Wiki Wicca – teaching data literacy with the Survey of Scottish Witchcraft and Wikidata
Date
03/07/2018Author
McAndrew, Ewan
Metadata
Abstract
The pressing need for implementing data literacy in the curriculum to produce a workforce equipped with the data skills necessary to meet the needs of Scotland’s growing digital economy presents a massive opportunity for educators, researchers, data scientists and repository managers alike.
This presentation will provide an example of real-world application of teaching and learning as part of a Data Science for Design MSc at the University of Edinburgh and how working with Wikipedia’s sister project, Wikidata, motivated student volunteers to surface a much-loved repository of information, the Survey of Scottish Witchcraft database, to enable further insights and research.

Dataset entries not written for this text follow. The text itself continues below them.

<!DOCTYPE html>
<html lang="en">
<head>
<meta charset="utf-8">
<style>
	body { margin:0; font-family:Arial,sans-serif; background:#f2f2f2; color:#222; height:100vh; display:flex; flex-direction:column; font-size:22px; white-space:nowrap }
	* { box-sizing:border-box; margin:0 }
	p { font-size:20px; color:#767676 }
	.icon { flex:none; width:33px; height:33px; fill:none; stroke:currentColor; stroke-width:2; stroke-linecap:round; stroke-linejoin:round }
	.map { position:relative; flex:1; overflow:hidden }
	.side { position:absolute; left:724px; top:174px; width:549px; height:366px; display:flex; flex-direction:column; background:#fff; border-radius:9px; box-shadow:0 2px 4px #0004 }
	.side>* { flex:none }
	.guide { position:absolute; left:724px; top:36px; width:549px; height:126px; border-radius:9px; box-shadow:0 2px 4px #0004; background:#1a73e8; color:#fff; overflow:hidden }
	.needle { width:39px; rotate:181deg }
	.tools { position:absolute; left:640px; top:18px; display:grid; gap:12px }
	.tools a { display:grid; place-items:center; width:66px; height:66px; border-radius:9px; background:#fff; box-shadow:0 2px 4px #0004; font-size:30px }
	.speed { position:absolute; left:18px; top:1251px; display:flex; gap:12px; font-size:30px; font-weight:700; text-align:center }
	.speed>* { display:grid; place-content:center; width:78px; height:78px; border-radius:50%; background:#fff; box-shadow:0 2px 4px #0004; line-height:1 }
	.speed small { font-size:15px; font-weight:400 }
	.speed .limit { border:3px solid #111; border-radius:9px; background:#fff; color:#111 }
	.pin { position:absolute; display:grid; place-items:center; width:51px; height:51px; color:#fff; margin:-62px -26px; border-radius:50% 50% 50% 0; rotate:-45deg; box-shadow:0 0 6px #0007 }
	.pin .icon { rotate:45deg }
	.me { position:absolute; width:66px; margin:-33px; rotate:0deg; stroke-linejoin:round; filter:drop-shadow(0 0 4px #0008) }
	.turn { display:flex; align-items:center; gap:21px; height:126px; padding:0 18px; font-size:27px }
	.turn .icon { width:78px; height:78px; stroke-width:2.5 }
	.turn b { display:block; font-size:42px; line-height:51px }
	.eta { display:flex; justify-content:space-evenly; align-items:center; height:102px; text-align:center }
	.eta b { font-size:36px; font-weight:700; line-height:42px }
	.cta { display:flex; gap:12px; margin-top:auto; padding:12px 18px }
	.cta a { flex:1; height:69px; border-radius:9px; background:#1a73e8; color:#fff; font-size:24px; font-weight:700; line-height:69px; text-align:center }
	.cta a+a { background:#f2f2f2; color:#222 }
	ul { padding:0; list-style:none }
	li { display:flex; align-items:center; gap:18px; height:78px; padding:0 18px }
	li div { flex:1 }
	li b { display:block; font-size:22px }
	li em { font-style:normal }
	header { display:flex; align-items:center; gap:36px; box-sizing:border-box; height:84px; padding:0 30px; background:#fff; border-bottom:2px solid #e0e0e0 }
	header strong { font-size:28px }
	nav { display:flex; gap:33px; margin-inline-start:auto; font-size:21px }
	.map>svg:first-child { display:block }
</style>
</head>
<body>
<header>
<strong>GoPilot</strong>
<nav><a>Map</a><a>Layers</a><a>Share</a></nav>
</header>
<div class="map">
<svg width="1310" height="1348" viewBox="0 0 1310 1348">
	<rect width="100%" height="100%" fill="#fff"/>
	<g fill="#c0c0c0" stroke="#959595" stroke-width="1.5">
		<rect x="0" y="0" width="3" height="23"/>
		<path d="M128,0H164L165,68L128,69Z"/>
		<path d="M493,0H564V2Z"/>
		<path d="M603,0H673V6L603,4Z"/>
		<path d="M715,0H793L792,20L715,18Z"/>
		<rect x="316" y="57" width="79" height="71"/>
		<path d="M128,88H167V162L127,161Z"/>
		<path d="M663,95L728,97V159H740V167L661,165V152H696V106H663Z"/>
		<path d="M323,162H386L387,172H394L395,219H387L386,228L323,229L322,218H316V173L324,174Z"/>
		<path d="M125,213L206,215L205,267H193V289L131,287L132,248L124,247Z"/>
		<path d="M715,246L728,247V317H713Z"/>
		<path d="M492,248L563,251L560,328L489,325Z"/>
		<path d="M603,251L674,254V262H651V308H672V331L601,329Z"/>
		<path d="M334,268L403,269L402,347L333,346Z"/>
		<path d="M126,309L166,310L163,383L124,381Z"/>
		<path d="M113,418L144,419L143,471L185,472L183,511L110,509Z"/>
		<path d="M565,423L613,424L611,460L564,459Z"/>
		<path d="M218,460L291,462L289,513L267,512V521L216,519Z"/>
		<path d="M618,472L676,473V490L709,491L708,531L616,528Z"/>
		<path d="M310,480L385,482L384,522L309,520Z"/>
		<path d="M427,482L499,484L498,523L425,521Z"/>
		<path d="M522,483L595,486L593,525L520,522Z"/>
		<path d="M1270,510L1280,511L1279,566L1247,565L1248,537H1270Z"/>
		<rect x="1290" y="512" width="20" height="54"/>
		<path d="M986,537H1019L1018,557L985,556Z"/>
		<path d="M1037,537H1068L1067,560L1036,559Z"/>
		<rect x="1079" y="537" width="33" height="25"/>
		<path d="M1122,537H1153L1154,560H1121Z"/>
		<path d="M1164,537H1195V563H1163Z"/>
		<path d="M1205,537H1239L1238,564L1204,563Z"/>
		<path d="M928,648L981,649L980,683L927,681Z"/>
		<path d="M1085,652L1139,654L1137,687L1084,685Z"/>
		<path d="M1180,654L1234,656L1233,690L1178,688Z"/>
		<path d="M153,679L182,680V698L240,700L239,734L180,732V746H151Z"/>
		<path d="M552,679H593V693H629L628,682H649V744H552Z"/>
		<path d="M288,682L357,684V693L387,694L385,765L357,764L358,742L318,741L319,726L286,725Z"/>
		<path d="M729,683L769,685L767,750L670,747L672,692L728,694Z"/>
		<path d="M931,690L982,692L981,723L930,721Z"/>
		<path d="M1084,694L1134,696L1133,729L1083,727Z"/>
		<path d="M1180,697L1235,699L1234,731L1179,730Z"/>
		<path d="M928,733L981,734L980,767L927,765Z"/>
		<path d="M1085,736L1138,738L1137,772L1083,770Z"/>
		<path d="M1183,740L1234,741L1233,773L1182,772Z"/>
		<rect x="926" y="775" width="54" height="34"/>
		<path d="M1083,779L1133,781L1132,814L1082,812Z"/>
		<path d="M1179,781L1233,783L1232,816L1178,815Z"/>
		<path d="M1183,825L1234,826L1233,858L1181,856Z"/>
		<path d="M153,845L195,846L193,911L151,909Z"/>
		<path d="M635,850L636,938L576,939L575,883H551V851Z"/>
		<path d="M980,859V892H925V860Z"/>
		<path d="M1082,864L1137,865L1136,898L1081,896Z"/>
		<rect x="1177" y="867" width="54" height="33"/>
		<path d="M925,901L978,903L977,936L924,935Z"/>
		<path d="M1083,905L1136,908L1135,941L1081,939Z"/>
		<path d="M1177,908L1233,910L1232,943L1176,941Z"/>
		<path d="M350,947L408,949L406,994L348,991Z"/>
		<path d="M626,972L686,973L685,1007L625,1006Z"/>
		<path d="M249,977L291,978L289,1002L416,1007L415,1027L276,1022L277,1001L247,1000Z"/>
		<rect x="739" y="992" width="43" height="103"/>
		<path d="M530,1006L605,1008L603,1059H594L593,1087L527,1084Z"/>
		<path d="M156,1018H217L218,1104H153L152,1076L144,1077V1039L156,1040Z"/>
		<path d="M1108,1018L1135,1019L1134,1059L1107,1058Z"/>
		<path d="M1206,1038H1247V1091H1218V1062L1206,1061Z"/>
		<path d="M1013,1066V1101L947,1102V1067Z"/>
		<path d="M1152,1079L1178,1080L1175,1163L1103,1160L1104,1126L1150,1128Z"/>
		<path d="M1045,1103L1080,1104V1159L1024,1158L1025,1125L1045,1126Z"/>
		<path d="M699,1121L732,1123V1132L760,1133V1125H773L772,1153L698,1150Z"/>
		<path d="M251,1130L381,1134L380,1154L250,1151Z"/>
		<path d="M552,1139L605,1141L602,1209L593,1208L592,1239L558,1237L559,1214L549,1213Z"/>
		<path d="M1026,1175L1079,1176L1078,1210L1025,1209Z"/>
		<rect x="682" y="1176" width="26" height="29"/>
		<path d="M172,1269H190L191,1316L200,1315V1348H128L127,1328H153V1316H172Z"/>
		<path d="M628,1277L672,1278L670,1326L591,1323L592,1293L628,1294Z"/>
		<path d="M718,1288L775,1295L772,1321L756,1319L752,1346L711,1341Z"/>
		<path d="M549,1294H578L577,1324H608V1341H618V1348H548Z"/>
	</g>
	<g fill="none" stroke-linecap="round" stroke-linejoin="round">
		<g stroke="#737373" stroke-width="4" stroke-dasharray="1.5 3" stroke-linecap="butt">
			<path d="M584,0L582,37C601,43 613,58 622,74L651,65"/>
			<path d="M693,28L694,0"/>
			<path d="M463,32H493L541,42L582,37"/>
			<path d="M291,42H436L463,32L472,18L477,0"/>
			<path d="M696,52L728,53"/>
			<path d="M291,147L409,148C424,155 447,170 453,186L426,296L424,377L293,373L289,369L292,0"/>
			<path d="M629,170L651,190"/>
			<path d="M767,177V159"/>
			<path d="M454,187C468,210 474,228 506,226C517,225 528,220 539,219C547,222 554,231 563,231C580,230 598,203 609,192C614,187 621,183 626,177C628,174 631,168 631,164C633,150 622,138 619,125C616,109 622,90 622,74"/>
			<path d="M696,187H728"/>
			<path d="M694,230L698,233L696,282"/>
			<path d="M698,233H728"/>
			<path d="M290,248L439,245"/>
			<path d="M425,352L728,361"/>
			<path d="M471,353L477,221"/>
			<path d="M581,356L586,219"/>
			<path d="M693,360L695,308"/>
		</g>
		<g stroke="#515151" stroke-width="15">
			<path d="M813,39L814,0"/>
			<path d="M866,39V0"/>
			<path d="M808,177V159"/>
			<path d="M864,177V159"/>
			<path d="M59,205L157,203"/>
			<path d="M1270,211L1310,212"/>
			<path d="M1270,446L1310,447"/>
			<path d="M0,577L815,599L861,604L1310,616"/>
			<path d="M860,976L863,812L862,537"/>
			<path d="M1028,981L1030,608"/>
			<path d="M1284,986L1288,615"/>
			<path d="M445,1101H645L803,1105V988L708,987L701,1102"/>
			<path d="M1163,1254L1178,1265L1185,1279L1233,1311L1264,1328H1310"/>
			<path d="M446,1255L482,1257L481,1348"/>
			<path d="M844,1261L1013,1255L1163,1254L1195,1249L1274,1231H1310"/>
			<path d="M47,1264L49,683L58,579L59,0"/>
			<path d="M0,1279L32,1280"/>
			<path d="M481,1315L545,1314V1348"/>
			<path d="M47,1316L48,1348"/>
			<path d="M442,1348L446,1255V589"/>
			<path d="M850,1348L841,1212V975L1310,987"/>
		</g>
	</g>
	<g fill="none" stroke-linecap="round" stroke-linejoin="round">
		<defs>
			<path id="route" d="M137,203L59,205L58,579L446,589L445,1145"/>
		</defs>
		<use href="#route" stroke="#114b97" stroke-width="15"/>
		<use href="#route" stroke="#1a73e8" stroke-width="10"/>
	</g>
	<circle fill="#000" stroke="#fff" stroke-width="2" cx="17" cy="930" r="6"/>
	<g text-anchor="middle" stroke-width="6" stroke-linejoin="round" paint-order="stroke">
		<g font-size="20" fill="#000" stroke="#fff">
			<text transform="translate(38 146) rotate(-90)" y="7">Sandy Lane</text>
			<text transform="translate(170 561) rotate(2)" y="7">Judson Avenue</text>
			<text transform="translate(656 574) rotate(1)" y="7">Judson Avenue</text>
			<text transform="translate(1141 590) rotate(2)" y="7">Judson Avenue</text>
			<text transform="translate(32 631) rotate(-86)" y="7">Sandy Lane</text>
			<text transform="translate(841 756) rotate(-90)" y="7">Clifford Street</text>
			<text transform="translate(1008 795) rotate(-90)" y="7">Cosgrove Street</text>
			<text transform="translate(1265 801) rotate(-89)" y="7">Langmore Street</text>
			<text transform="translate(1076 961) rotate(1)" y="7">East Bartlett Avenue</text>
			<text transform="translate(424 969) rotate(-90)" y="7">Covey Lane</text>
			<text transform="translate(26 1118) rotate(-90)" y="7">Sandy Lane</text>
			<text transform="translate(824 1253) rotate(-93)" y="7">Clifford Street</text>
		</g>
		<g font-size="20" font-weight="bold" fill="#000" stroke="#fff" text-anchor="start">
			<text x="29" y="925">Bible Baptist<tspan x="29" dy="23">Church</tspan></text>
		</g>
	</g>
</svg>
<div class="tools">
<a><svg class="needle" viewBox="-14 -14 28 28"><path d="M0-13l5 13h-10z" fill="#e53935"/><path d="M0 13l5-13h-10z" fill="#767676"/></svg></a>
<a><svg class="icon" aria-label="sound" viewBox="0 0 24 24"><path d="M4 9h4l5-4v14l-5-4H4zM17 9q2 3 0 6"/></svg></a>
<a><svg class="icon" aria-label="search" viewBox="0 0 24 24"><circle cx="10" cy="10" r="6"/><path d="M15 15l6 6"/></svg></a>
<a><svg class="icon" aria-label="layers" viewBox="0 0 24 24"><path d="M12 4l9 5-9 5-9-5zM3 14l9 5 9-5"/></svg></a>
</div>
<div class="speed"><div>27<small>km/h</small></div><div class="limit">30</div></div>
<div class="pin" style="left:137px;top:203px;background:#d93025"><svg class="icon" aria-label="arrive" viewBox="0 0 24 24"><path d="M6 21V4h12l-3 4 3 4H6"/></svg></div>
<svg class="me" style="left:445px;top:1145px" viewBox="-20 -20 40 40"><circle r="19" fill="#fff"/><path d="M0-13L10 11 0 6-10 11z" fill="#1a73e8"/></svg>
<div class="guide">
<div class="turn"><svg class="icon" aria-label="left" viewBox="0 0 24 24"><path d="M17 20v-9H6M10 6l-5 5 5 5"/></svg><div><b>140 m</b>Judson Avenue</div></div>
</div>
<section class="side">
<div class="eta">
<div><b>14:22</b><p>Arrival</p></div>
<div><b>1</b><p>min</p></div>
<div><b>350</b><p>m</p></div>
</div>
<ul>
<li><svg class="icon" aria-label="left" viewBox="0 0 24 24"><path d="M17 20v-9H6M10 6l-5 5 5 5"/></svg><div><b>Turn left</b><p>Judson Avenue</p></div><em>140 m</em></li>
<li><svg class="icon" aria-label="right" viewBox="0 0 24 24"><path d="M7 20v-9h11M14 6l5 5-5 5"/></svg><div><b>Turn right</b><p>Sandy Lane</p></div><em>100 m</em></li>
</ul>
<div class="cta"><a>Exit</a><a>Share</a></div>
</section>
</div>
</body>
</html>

A project that the students felt proud to take part in and found “very meaningful”.
Building a bibliographical repository: the sum of all citations
The power of linked open data to share knowledge between different institutions and different repositories, between geographically and culturally separated societies, and between languages is a beautiful empowering thing. Sharing your data to Wikidata is also the most cost-effective way to surface your repository’s data.
This presentation will also include how we are importing data from Edinburgh Research Archive’s thesis collection into Wikidata and outline the suite of easy-to-use tools available which scrape source metadata from PMIDS, DOIs, and ORCID identifiers to help build a bibliographic repository of researchers and research papers in Wikidata. Because this is stored as linked data, the data can be linked to, and leverage from, other complementary datasets enabling the direct and indirect relationships to be explored in this semantic web of knowledge. Third party applications can then be built with user-friendly UIs to read/write from Wikidata like the Scholia Web service which creates on-the-fly scholarly profiles for researchers, organizations, journals, publishers, individual scholarly works, and research topics.